Flock and Herd logo

ARCHIVE FILE


This article was published in 1952
See the original document

INSTITUTE OF INSPECTORS OF STOCK OF N.S.W. YEAR BOOK.

LEPTOSPIROSIS IN CALVES

J.C. KEAST, B.V.Sc., H.D.A., Principal Veterinary Research Officer, Veterinary Research Station, Glenfield.

Icterohaemoglobinuria or Red Water in calves has been recognised throughout Australia as a distinct disease entity for many years, but it was not until 1949 that Queensland workers demonstrated that leptospira were the cause of the condition in that State (Sutherland, Simmons and Kenny). This organism has been proved since responsible for the disease in other States and in New Zealand.

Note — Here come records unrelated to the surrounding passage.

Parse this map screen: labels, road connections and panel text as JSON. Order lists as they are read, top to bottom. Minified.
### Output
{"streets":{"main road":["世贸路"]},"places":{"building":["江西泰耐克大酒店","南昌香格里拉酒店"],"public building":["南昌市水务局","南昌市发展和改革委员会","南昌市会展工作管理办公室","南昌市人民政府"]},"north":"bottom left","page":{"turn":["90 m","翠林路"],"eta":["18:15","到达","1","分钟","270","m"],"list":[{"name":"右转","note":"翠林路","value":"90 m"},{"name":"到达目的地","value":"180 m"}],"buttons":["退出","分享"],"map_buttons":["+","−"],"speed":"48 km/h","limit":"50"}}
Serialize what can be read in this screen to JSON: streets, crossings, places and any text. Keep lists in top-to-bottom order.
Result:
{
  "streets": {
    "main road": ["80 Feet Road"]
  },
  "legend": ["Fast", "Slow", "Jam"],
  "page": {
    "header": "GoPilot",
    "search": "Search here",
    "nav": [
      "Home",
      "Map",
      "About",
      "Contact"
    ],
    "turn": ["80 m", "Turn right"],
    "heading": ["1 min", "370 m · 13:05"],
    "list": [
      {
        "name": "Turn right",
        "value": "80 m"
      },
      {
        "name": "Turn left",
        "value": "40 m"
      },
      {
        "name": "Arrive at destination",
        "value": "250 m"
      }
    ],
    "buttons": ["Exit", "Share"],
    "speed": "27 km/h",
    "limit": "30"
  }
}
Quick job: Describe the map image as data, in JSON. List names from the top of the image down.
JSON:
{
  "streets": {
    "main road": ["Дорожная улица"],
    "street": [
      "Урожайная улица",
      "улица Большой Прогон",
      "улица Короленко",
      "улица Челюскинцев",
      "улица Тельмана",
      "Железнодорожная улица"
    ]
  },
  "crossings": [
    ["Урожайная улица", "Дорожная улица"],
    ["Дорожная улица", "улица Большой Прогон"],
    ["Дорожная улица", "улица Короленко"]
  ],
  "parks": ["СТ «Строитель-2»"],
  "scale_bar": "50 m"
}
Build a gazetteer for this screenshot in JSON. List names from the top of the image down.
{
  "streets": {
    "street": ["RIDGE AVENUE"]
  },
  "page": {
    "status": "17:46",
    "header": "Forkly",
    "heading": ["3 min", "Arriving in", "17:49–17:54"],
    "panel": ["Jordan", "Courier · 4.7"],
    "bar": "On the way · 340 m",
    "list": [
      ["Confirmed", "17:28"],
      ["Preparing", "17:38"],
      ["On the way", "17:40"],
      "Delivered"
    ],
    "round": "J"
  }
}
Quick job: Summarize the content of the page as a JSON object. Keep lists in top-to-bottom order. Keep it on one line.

In New South Wales leptospirosis in calves has been confirmed on properties in the Casino, Tweed-Lismore, Grafton, Port Macquarie, Moss Vale, Gundagai and Deniliquin P.P. Districts during the last two years, and there is little doubt that it was responsible for the many earlier calf mortalities in which icterus and haemoglobinuria were the prominent symptoms.

The disease usually affects calves from 3 weeks to 5 months of age and at times has been responsible for mortalities of 100%. At other times losses have been lighter and animals have recovered. It is quite likely that many mild cases occur and recover, without ever being detected. Leptospirosis also affects adult cattle but symptoms, when observed, are not so severe and most cases recover. However, recovered cases may excrete leptospira in the urine for some time and thus provide a source of infection. Pigs have been shown to harbour leptospira without showing obvious signs of illhealth, and may excrete organisms for many months after initial infection. In view of the close contact of pigs with calves on many dairy farms in this State, the pig also must be regarded as a likely source of infection.

Symptoms

In the experimentally produced case of leptospirosis, which can be followed from the time of infection, there is an incubation period of 4-14 days before the onset of fever. The temperature may rise to 105-107° (F) and usually is followed by the appearance of icterus and haemoglobinuria, the latter persisting for one, two or up to six days. The degree of icterus may vary from a slight yellow tinge to a marked jaundice, while in some cases clinical jaundice may not be observed. The presence of haemoglobin in the urine may not appear until some days after the jaundice, and in some cases the excretion of haemoglobin does not occur at all.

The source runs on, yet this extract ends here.